Questo sito contribuisce alla audience di

brève (aggettivo)

(ant. briève), agg. [sec. XIII; latino brĕvis].

1) Limitato nel tempo, di poca durata: la vita è breve; un breve viaggio; un racconto breve; la cerimonia fu breve; in breve, in poco tempo; fra breve, fra poco tempo. Per estensione, conciso, stringato, di poche parole: scrivere periodi brevi; modi di dire brevi ed efficaci;brevi cenni introduttivi, cenni sommari; esser brevi, essere conciso, non dilungarsi; riassumere in breve, con poche parole; in breve, per farla breve, in poche parole, per concludere.

2) Limitato nello spazio, di poca estensione, corto: un breve discorso; un breve tratto di fiume.

3) Lett. come avv., concisamente, in poche parole: “a te rispondo briève” (Dante).

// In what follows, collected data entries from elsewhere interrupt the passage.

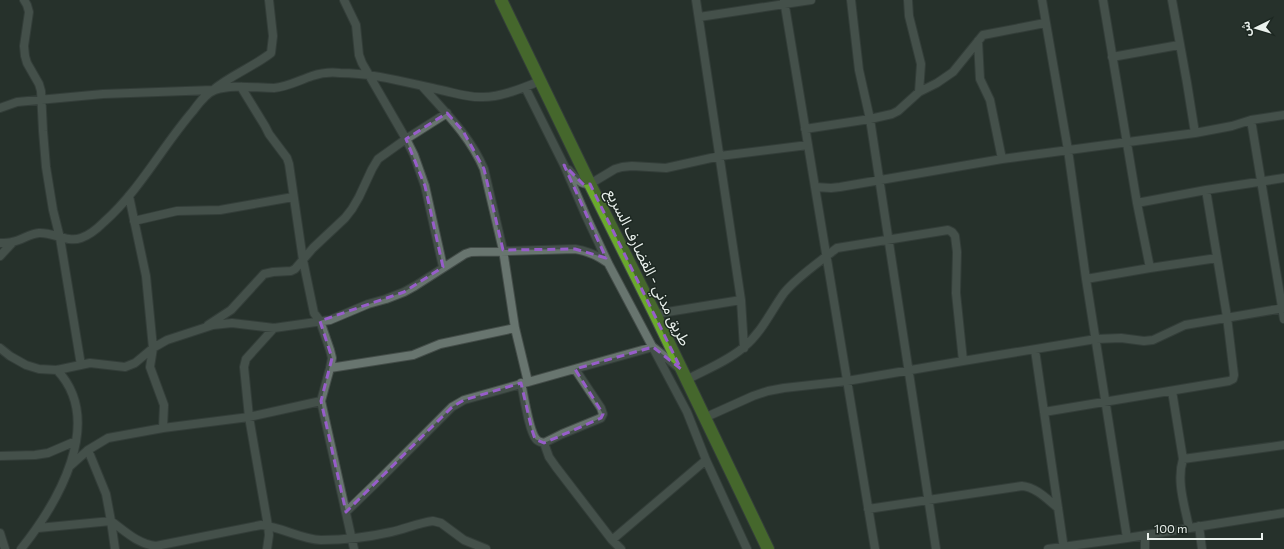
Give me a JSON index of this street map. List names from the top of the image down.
{
  "streets": {
    "highway": ["طريق مدني - القضارف السريع"]
  },
  "scale_bar": "100 m",
  "north": "left"
}
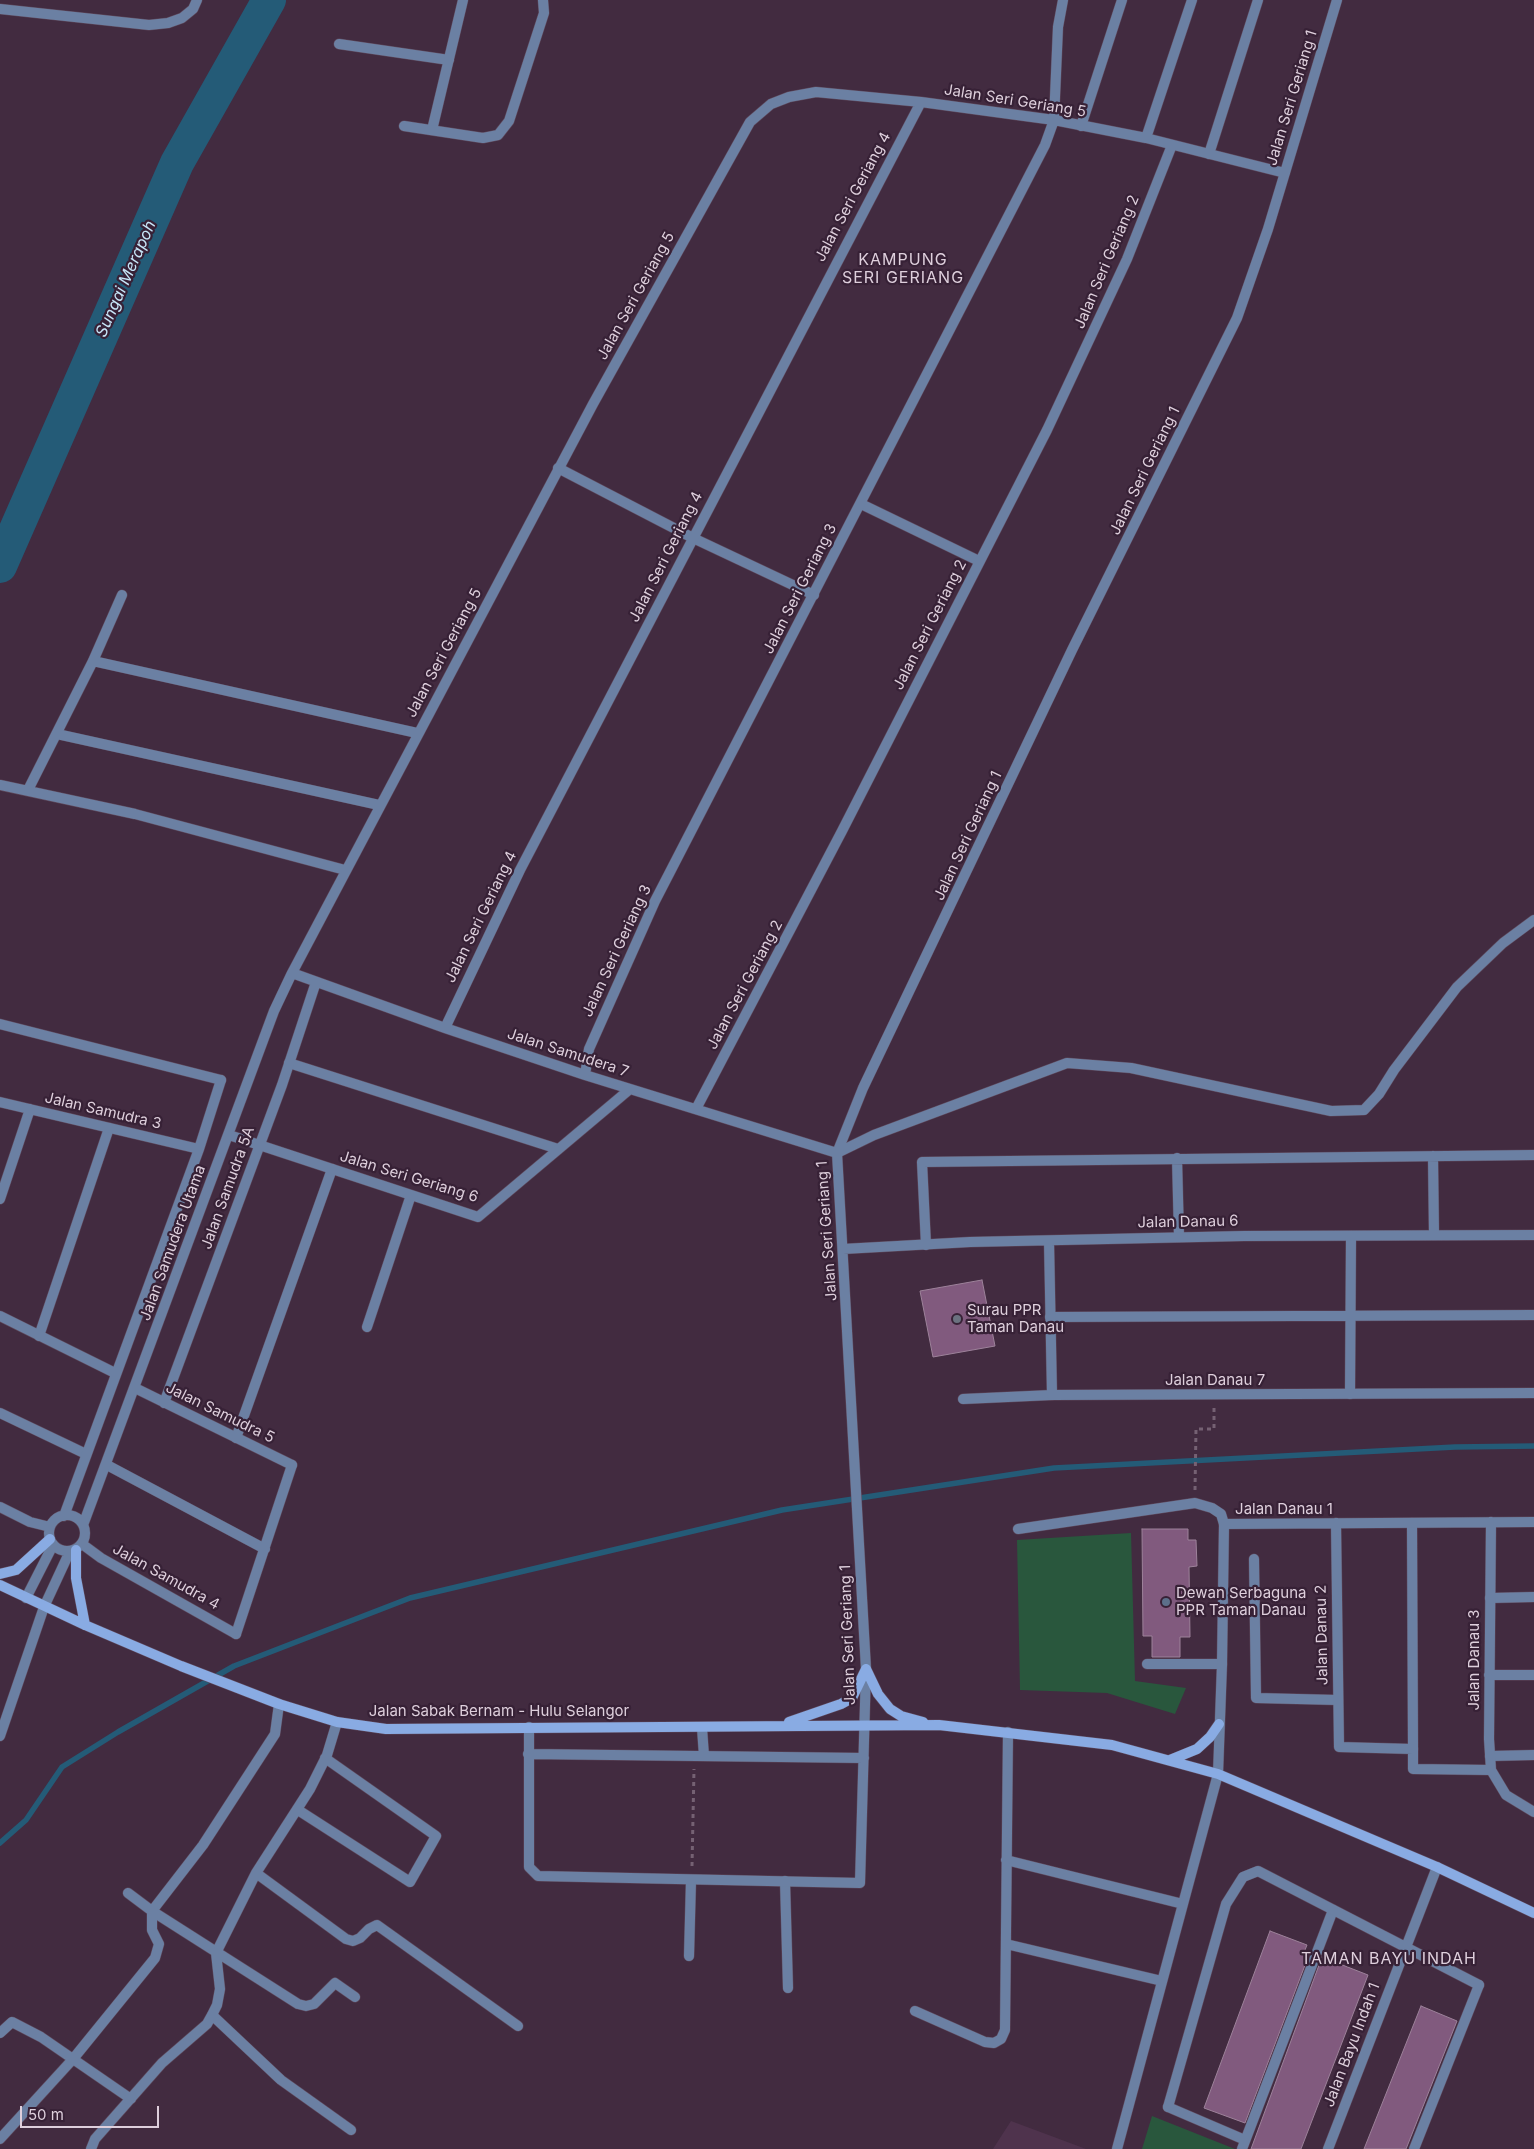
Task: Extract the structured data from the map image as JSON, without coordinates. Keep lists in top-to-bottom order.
{
  "streets": {
    "street": [
      "Jalan Seri Geriang 1",
      "Jalan Seri Geriang 5",
      "Jalan Seri Geriang 4",
      "Jalan Seri Geriang 2",
      "Jalan Seri Geriang 3",
      "Jalan Samudera 7",
      "Jalan Samudra 3",
      "Jalan Seri Geriang 6",
      "Jalan Samudra 5A",
      "Jalan Danau 6",
      "Jalan Samudera Utama",
      "Jalan Danau 7",
      "Jalan Samudra 5",
      "Jalan Danau 1",
      "Jalan Samudra 4",
      "Jalan Danau 2",
      "Jalan Danau 3",
      "Jalan Sabak Bernam - Hulu Selangor",
      "Jalan Bayu Indah 1"
    ]
  },
  "crossings": [
    ["Jalan Seri Geriang 1", "Jalan Seri Geriang 5"],
    ["Jalan Seri Geriang 1", "Jalan Samudera 7"],
    ["Jalan Seri Geriang 1", "Jalan Danau 6"],
    ["Jalan Seri Geriang 5", "Jalan Seri Geriang 4"],
    ["Jalan Seri Geriang 5", "Jalan Seri Geriang 2"],
    ["Jalan Seri Geriang 5", "Jalan Seri Geriang 3"],
    ["Jalan Seri Geriang 5", "Jalan Samudera 7"],
    ["Jalan Seri Geriang 5", "Jalan Samudera Utama"],
    ["Jalan Seri Geriang 4", "Jalan Samudera 7"],
    ["Jalan Seri Geriang 2", "Jalan Samudera 7"],
    ["Jalan Seri Geriang 3", "Jalan Samudera 7"],
    ["Jalan Samudera 7", "Jalan Seri Geriang 6"],
    ["Jalan Samudera 7", "Jalan Samudra 5A"],
    ["Jalan Samudera 7", "Jalan Samudera Utama"],
    ["Jalan Samudra 3", "Jalan Samudera Utama"],
    ["Jalan Seri Geriang 6", "Jalan Samudra 5A"],
    ["Jalan Seri Geriang 6", "Jalan Samudera Utama"],
    ["Jalan Samudra 5A", "Jalan Samudra 5"],
    ["Jalan Samudera Utama", "Jalan Samudra 5"],
    ["Jalan Samudera Utama", "Jalan Samudra 4"],
    ["Jalan Samudra 5", "Jalan Samudra 4"],
    ["Jalan Danau 1", "Jalan Danau 2"],
    ["Jalan Danau 1", "Jalan Danau 3"]
  ],
  "districts": ["KAMPUNG SERI GERIANG", "TAMAN BAYU INDAH"],
  "water": ["Sungai Merapoh"],
  "places": ["Surau PPR Taman Danau", "Dewan Serbaguna PPR Taman Danau"],
  "scale_bar": "50 m"
}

4) Di vocali, dittonghi o sillabe che, per la loro minore durata, si oppongono alle rispettive vocali, dittonghi o sillabe lunghe. La brevità di un suono viene graficamente indicata col segno ◡. Si può provare sperimentalmente che la quantità di una vocale è anche in rapporto alla sua apertura; cioè una í ha una minore durata di una ĕ che a sua volta ha una minore durata di una ă. Nelle antiche lingue indeuropee l'opposizione tra vocale breve e lunga ha una precisa funzione semantica: così in latino il presente vĕnit (viene) si distingue nettamente dal perfetto vēnit (venne) per la diversa quantità della vocale radicale.

5) Per ellissi, con valore di sf.: A) Nel linguaggio giornalistico, notizia di poche righe e di scarsa importanza, pubblicata solitamente senza titolo e perciò con le prime parole composte in neretto per darle evidenza. Nell'impaginazione è tenuta divisa dall'articolo che la precede mediante una sottile riga tipografica, detta baffo.B) In musica, valore di nota secondo la terminologia anticamente in uso: la breve vale la metà di una longa e il doppio di una semibreve. Con il progressivo scivolamento del tactus verso valori più piccoli, la breve, così chiamata perché nel primo periodo della notazione mensurale rappresentava effettivamente il minor valore in uso (rispetto alla maxima e alla longa), è caduta in disuso: la figura di maggior valore utilizzata è infatti la semibreve, corrispondente all'intero. Si scrive |o|.